Q. Who's on your iPod?

A. The above... Sam Amidon, Richard Swift, Dylan's Blood on the Tracks, Sharon Van Etten, Deerhoof, Elliott Smith's Either/Or, Luke Temple, Ryan Adams' Heartbreaker, The Takács Quartet doing the Bartok String Quartets, Teitur, Vampire Weekend (yes, Vampire Weekend), the '55 Gould Goldberg Variations, Nico Muhly, some Mozart operas conducted by that insane genius Réné Jacobs.

Q. What current artist, besides yourself, of course, are you most excited about? Why?
A. Probably Sufjan Stevens. His creativity and integrity are to me, peerless. He has, more than anyone else I can think of, invented his own deeply personal sound world, and yet is never content to stop working toward something new.
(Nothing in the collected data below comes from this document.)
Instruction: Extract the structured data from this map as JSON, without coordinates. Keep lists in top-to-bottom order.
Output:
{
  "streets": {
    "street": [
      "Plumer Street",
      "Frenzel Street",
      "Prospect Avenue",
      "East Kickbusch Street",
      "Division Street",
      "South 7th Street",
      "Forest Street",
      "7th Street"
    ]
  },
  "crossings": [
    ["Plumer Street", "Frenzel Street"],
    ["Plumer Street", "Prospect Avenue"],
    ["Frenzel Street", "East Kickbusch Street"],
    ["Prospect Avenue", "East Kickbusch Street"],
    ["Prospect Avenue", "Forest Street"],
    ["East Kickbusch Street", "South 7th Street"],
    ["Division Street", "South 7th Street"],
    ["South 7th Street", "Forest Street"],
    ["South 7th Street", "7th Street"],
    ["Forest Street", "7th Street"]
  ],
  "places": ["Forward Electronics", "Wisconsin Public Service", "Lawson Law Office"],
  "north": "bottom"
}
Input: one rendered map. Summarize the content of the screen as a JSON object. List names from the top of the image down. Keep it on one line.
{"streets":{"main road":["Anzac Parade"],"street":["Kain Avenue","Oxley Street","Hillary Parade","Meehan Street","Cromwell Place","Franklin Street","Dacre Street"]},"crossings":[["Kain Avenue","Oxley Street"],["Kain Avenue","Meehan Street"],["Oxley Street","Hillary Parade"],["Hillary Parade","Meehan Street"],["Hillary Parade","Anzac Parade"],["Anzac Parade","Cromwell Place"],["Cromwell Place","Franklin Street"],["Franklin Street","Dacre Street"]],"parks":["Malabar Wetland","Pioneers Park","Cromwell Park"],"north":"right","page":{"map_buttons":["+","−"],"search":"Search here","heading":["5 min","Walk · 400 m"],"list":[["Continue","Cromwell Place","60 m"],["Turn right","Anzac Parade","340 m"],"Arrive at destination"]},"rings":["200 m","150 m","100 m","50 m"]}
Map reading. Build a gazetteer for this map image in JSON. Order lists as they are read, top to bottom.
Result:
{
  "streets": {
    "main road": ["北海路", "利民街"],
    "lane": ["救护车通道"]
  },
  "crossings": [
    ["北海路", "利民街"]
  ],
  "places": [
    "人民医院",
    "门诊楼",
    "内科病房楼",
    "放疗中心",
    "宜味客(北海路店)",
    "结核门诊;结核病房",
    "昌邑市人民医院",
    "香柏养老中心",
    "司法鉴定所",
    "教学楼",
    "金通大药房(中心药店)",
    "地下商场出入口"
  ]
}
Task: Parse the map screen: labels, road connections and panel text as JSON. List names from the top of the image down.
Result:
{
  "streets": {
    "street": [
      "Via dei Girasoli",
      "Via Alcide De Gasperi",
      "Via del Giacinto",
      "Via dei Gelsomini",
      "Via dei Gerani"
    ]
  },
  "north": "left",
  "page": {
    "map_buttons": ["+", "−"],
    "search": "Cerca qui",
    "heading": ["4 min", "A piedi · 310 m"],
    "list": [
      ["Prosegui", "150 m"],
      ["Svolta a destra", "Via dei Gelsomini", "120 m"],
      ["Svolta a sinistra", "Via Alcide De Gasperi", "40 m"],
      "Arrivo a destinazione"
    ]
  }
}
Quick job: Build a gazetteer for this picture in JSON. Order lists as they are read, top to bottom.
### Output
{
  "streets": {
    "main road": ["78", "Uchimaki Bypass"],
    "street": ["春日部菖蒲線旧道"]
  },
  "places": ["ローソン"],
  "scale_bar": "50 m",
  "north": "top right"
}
Q. What's next for you? Any projects, beyond this commission, that you are working on currently?
A. I've got a handful of other commissions brewing, as well as some concert work. Just finished a cycle of Lowell poems called For the Union Dead, which I'll be doing this summer in Switzerland with an ensemble of six other players. Next thing up is some piano music for the very gifted Natasha Paremski, and then a fair amount of research for a piece about my family's history, before heading off on tour in November to support my record's release.